Parler à travers le regard d’un enfant de onze ans, tel est le pari que s’est donné Ondine Khayat pour aborder le sujet délicat et sensible qu’est la violence d’un père sur sa femme et ses enfants.

Se boucher les oreilles pour ne plus entendre les cris, rentrer de l’école la boule au ventre, peur de dire le mot qui déclenchera sa colère, voir sa mère le visage ensanglanté, cacher ses bleus sous un pull pour ne pas les montrer à l’école, trop de choses insupportables pour des enfants de 11 et 13 ans.

Se construire un monde meilleur et rêver au pays sans adultes pour pouvoir accueillir tous les enfants malheureux, disparaître dans une autre vie avec leur mère, tels sont les souhaits de ces deux enfants obligés de grandir trop vite pour se protéger. Le langage enfantin du narrateur apporte une poésie là où la peur tétanise, des rêves là où l’espoir s’amenuise, des ailes et des étoiles pour couvrir les cris et les coups.

Slimane, le narrateur, vit à travers les yeux de son frère Maxence. Ce grand frère qu’il chérit de tout son cœur, le protège, répond à ses questions, lui explique le monde et les erreurs des adultes, de leur mère paumée. Grâce à ses ailes en papiers, Slimane s’y accroche avec son frère pour se protéger de la terreur du Démon et de sa folie d’alcoolique violent. Terrorisé autant que Slimane, Maxence essaie de survivre avec son frère, essaie de convaincre sa mère de quitter le Démon, mais les rechutes fréquentes des illusions et les coups de plus en plus violents font que l’espoir disparaît peu à peu pour disparaître complètement pour Maxence.

 Slimane tente de rejoindre son frère dans le pays sans adultes, mais se retrouve à l’hôpital entouré d’enfants tout aussi cassés que lui par la vie. C’est dans ce monde entre parenthèse que Slimane va casser sa coquille, qu’il va peu à peu comprendre que la vie peut être plus belle lorsqu’on est entourée de belles personnes, qu’on veut l’aider à vouloir vivre.

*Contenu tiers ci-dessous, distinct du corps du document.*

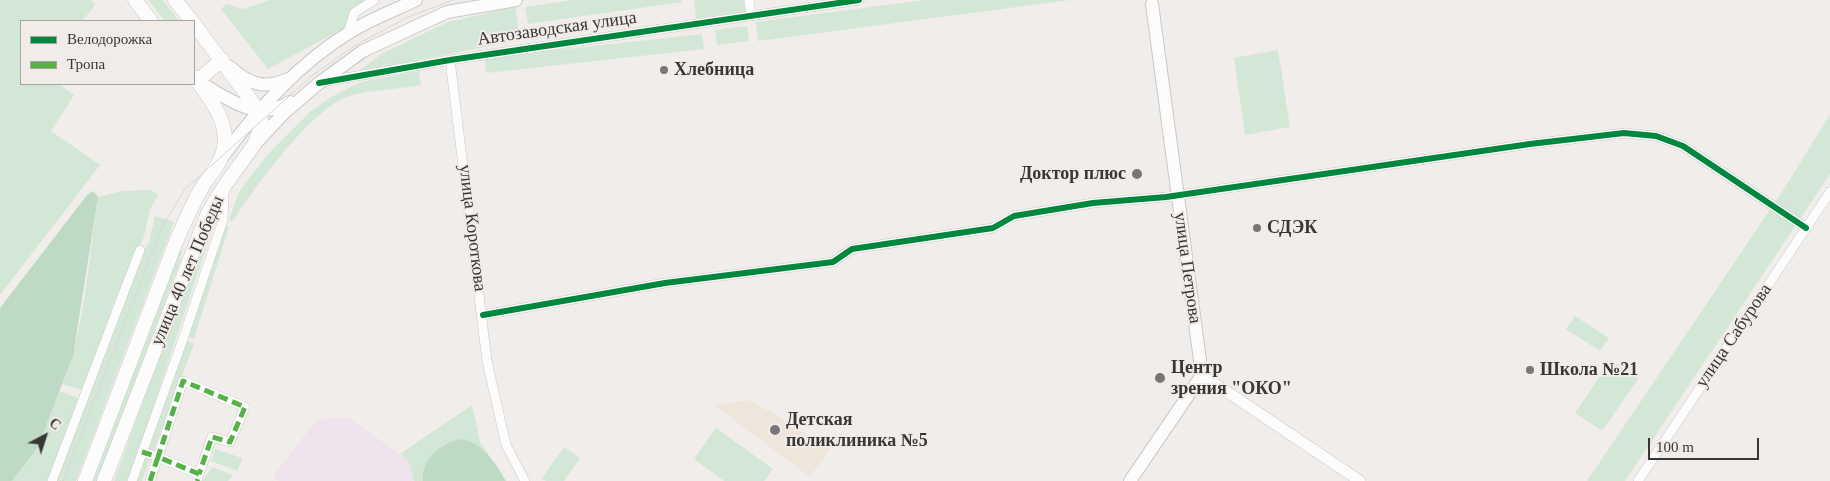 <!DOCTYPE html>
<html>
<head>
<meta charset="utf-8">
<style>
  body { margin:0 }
  #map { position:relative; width:1830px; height:481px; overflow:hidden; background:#f0edeb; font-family:"Times New Roman",serif }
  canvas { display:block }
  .legend { position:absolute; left:20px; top:20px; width:175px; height:65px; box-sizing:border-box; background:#f2ece9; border:1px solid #a8a4a1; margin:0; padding:6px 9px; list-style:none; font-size:15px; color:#393736 }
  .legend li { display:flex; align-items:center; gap:10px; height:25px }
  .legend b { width:25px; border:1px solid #a8a4a1 }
  .north { position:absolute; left:20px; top:411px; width:50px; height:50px; -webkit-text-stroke:4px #f2ece9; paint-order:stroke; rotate:40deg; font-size:14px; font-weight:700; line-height:20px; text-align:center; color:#393736 }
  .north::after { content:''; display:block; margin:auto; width:18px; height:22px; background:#393736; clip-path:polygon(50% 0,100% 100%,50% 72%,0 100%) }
  .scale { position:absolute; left:1648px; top:438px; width:111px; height:22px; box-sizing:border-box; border:2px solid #393736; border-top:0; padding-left:6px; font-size:15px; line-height:18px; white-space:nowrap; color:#393736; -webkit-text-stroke:4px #f2ece9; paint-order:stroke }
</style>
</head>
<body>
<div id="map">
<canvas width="1830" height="481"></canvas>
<ul class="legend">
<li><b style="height:6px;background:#00873e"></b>Велодорожка</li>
<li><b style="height:6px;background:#56b246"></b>Тропа</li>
</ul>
<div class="north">С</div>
<div class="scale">100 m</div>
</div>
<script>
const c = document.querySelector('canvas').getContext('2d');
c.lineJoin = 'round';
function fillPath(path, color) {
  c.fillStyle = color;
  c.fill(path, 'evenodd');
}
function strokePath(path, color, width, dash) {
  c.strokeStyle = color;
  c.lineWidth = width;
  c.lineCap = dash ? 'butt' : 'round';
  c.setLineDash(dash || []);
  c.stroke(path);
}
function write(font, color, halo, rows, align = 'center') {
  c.font = font + ' "Times New Roman",serif';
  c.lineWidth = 4;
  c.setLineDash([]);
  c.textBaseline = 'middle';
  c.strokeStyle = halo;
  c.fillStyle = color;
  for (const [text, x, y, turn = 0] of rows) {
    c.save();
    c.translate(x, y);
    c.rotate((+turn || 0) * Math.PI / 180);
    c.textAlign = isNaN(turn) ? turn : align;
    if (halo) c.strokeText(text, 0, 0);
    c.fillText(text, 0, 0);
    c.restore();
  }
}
const industrial = new Path2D(`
  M332,417L349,418L408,460L414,481H279L273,476L315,422Z`);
const medical = new Path2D(`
  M748,400L773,413L830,448L810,477L714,405Z`);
const green = new Path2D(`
  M0,0H91L95,5L82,21H21V84H59L74,95L51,131L100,165L0,295Z
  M148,0H163L179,21H165Z
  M270,0H369L346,27L268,69L221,9L226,4L244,9Z
  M573,0H681L682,2L528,24L525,7Z
  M694,0H744L745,12L696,18Z
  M925,0H1070L758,41L756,22Z
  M515,7L520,40L357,72L383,53L448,22Z
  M747,26L749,41L717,45L715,30Z
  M702,34L704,49L486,73L485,58Z
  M1278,50L1290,127L1245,135L1234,58Z
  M419,71L421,85C398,89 372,90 349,96C313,107 253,189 233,221L229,220L238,194L251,176L272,150L310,112L329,98L361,82Z
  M1830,115V174L1625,481H1587L1782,192Z
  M151,190L158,195L150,209L144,237L127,271L112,308L84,391L63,384C85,325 89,259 98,197L122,191Z
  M155,216L174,222L76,481H57L133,274L150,239Z
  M226,225L229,227L194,339L188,337Z
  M211,226L213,227L138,453L127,481H114L183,290Z
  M180,251H182L180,262L98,481H93Z
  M1575,316L1609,338L1600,351L1566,329Z
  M187,341L194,344L142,481H136Z
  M1611,360L1638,379L1602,431L1575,413Z
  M60,391L81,399L49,481H12L38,447Z
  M472,405L480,442L506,481H414L408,460L400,454Z
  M716,428L773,469L764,481H724L694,459Z
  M564,447L580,458L564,481H546L542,478Z
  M215,449L242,458L238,471L211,461Z
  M212,467L232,475H233L228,481H202Z`);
const forest = new Path2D(`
  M93,191L98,197L73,356L38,447L12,481H0V308L87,195Z
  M461,439C484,443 495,463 506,481H423C421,459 441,443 461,439Z`);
const minor = new Path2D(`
  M749,0L751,16
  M348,33L354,13L374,0
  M450,60L487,361L506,445L525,481
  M322,82L450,60L859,0
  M483,315L665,283L833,262L852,249L993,228L1014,216L1093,203L1166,197L1530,144L1624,133L1656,136L1683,146L1806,228
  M142,452L158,457L183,381L245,407L230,442L212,437L199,474
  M52,481L140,250
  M132,481L183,339L223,220L224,189
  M150,481L158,457L199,474L197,481
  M1638,481L1830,192`);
const tertiary = new Path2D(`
  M1202,375L1360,481`);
const secondary = new Path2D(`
  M230,67C249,84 264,90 288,79
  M197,81C228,98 255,123 290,102
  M256,143L284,113L319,83L363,51L447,12L516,0
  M221,159C256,111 297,65 347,34C368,20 393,11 416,0
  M1130,481L1202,375L1152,4`);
const primary = new Path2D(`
  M135,0L151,21
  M175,0L192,21
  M197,81L222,60
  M85,481L175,244C183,225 191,207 201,189C207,179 215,170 220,160C235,128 212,101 194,77
  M104,481L208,213L225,185L254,145L262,124L259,111L194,24`);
const tram = new Path2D(`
  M63,481L162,227L185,189L313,75L356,45L408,17L453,0`);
const quiet = new Path2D(`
  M142,452L158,457L183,381L245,407L230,442L212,437L199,474
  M150,481L158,457L199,474L197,481`);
const cycleway = new Path2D(`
  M319,83L450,60L859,0
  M483,315L665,283L833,262L852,249L993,228L1014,216L1093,203L1166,197L1530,144L1624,133L1656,136L1683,146L1806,228`);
const markers = [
  [664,70,5,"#797775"],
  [1137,174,6,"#797775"],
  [1257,228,5,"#797775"],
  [1530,370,5,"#797775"],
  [1160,378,6,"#797775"],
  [775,430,6,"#797775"]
];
const streetNames = [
  ["Автозаводская улица",557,29,-8],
  ["улица Короткова",472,228,83],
  ["улица Петрова",1187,268,82],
  ["улица 40 лет Победы",188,271,-67],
  ["улица Сабурова",1734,336,-56]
];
const poiNames = [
  ["Хлебница",674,70],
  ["Доктор плюс",1126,174,"right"],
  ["СДЭК",1267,228],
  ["Центр",1171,368],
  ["зрения \"ОКО\"",1171,389],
  ["Школа №21",1540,370],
  ["Детская",786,420],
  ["поликлиника №5",786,441]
];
fillPath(industrial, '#efe4ed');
fillPath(medical, '#efe6db');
fillPath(green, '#d3e7d6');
fillPath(forest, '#bfdac4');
strokePath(minor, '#cac8c6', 10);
strokePath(tertiary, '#cac8c6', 12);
strokePath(secondary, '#cac8c6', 14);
strokePath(primary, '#cac8c6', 15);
strokePath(minor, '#fdfcfc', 9);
strokePath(tertiary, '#fdfcfc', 11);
strokePath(secondary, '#fdfcfc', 12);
strokePath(primary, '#fdfcfc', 14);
strokePath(tram, '#d7d7d7', 1);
strokePath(quiet, '#56b246', 5, [10, 5]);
strokePath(cycleway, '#00873e', 6);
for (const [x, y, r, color] of markers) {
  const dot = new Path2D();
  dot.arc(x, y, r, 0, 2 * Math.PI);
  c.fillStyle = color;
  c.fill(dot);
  strokePath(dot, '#f2ece9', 2);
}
write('18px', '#393736', '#f2ece9', streetNames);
write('bold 18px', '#393736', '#f2ece9', poiNames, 'left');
</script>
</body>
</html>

Après une première partie très dure, émouvante aux larmes mais tellement réaliste, on progresse avec Slimane dans son monde sans Maxence, dans son combat pour vivre et dans sa relation aux autres et surtout avec Valentine, jeune anorexique suivie à l’hôpital. « En retournant dans ma chambre, il y a plein de pensées qui s’entrechoquent dans ma tête. Max s’est envolé, moi je rêve de le rejoindre. Valentine mange presque pas, mais Hugo, lui il veut vivre plus fort que nous tous. Hugo, il se bat pour vivre. Hugo, quand il parle de la vie, il y a des étoiles dans ses yeux, même s’il est tout pâle et qu’il a plus de cheveux. L’hôpital, c’est comme si on ouvrait le monde avec une fermeture éclair, et qu’on regardait en dessous. »

Terriblement bien écrit, touchant avec des notes d’humour, ce livre est une leçon de vie et d’espoir et permet de ne pas oublier ces enfants qui n’ont rien demandé aux malheurs de la vie. « Nos yeux, qui ont vu les mêmes choses, se percutent en plein vol. C’est des yeux d’enfants qui ont vu la vie en face, quand elle enlève ses beaux habits et qu’elle se déshabille dans l’obscurité. Des yeux d’enfants assaisonnées au beurre noir. »

 Le Pays sans adultes, Ondine Khayat. Éditions Anne Carrière 2008, Le Livre de poche 2010.